As one example of using these tools, let’s run the Here My Am! app through the memory analyzer to see if we have any problems. We’ll use the HereMyAm3d example in the companion code where I’ve added some performance.mark calls for events like startup, capturing a new photo, rendering that photo, and exercising the Share charm. Figure 3-8 shows the results. For good measure—logging, actually!—I’ve also converted console.log calls to WinJS.log, where I’ve used a tag of “app” in each call and in the call to WinJS.Utilities.startLog (see default.js).

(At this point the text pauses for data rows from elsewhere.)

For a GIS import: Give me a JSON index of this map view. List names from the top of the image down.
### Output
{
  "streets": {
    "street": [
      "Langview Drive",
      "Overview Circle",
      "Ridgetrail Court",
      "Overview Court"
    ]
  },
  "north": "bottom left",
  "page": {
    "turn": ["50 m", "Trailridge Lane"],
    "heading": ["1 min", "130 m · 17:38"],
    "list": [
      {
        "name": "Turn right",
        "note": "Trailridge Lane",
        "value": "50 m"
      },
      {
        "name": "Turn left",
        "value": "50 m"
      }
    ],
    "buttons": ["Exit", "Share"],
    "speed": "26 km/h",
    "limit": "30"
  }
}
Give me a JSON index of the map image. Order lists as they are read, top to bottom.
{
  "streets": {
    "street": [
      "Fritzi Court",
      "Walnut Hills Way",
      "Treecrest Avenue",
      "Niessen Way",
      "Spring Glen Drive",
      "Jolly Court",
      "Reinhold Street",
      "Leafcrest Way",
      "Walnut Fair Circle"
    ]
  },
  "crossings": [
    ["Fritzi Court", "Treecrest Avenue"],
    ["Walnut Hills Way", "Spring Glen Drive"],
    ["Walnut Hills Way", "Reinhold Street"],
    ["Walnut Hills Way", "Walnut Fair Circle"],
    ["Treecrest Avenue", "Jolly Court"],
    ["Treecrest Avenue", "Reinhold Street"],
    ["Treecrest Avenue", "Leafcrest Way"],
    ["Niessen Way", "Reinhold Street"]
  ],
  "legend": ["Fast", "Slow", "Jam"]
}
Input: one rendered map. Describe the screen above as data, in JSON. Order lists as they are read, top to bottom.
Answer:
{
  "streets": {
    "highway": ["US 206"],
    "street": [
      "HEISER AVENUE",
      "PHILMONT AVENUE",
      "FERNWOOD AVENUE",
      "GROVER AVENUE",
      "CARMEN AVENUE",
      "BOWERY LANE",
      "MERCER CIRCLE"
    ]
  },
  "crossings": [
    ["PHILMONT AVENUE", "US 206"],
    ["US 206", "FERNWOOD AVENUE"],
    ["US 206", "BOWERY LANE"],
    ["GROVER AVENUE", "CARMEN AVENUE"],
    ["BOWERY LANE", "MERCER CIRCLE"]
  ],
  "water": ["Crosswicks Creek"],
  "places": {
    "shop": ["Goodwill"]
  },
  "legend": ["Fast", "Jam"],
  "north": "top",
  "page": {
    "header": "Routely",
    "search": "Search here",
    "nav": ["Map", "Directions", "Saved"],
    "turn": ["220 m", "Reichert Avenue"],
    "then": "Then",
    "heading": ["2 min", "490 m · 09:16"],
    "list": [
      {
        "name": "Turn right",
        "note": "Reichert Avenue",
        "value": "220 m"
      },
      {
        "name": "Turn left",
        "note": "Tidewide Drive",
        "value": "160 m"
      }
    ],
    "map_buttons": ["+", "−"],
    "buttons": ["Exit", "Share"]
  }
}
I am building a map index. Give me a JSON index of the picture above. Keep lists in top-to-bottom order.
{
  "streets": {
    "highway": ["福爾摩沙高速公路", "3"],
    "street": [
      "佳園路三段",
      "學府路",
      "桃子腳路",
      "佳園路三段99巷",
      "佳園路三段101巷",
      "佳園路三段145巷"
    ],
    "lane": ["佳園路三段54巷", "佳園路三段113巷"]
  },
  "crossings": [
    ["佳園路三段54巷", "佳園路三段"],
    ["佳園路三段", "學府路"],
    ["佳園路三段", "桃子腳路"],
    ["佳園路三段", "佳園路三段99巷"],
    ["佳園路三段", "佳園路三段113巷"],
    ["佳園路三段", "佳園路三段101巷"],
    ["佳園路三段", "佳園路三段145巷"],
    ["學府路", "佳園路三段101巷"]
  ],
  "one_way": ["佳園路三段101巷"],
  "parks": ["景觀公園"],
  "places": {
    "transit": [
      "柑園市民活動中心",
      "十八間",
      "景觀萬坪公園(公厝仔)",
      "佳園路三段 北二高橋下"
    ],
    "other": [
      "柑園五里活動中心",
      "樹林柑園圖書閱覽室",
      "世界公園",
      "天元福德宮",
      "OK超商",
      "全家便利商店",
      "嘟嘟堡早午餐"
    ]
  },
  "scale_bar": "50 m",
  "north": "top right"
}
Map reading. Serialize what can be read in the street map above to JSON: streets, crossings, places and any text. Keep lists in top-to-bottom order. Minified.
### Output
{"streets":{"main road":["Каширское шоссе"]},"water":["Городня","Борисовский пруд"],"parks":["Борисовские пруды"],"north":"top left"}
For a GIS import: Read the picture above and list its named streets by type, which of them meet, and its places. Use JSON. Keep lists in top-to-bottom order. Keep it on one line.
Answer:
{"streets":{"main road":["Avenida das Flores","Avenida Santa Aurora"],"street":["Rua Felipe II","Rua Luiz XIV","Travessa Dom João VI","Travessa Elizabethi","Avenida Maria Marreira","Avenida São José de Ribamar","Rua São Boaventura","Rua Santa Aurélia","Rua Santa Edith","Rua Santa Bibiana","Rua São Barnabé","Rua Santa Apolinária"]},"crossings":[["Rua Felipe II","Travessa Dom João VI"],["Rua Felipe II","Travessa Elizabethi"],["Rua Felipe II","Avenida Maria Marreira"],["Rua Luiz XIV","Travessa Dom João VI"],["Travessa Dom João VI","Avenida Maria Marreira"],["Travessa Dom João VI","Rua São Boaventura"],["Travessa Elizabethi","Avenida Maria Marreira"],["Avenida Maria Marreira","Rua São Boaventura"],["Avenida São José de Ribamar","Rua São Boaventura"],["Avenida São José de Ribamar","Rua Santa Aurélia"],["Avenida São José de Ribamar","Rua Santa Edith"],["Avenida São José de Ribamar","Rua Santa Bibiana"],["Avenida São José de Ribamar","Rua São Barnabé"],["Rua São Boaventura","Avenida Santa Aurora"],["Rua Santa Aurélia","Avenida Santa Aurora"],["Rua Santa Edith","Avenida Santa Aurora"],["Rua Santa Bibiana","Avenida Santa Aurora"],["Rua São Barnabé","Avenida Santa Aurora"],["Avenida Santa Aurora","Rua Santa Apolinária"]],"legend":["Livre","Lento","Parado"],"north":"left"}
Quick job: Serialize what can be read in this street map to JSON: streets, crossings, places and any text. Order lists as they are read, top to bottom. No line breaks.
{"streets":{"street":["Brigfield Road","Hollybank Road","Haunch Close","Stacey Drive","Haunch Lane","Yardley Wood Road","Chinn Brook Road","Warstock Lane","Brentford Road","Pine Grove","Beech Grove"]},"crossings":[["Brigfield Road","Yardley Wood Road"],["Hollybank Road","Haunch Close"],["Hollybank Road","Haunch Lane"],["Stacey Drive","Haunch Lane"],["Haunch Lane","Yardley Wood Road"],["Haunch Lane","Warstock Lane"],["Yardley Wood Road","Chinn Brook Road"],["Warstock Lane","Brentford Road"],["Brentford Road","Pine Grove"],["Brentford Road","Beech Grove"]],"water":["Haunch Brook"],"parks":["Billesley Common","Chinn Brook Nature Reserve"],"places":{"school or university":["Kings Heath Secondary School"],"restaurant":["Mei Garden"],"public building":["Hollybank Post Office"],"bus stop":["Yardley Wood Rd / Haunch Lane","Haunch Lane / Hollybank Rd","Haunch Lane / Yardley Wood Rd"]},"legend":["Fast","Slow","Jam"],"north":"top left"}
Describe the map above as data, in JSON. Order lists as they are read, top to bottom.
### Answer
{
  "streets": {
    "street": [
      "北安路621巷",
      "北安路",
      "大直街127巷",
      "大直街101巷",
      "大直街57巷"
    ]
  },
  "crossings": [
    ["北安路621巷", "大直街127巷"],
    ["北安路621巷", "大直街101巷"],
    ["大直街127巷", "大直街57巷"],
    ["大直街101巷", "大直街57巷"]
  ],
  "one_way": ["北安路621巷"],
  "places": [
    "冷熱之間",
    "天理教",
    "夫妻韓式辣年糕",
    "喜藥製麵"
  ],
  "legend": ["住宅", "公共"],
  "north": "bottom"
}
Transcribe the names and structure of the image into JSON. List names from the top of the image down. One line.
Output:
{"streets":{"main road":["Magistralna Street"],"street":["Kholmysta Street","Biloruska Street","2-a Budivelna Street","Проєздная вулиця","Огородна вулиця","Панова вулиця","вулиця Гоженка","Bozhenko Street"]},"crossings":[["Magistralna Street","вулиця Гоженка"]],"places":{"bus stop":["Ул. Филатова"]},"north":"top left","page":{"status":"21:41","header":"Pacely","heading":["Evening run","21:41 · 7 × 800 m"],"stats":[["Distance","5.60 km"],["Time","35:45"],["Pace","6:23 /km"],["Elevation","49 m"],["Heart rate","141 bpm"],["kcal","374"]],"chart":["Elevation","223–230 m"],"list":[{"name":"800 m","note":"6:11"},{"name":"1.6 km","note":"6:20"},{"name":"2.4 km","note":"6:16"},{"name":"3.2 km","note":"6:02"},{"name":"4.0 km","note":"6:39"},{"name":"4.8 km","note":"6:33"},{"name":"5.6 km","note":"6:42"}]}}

Referring to Figure 3-8, here’s what I did after starting up the app in the memory analyzer. Once the home page was up (first mark), I repositioned the map and its pushpin (second mark), and you can see that this increased memory usage a little within the Bing maps control. Next I invoked the camera capture UI (third mark), which clearly increased memory use as expected. After taking a picture and displaying it in the app (fourth mark), you can see that the allocations from the camera capture UI have been released, and that we land at a baseline footprint that now includes a rendered image. I then do into the capture UI two more times, and in each case you can see the memory increase during the capture, but it comes back to our baseline each time we return to the main app. There might be some small differences in memory usage here depending on the size of the image, but clearly we’re cleaning up the image when it get replaced. Finally I invoked the Share charm (last mark), and we can see that this causes no additional memory usage in the source app, which is expected because all the work is being done in the target. As a result, I feel confident that the app is managing its memory well. If, on the other hand, that baseline kept increasing over time, then I’d know I have a leak somewhere.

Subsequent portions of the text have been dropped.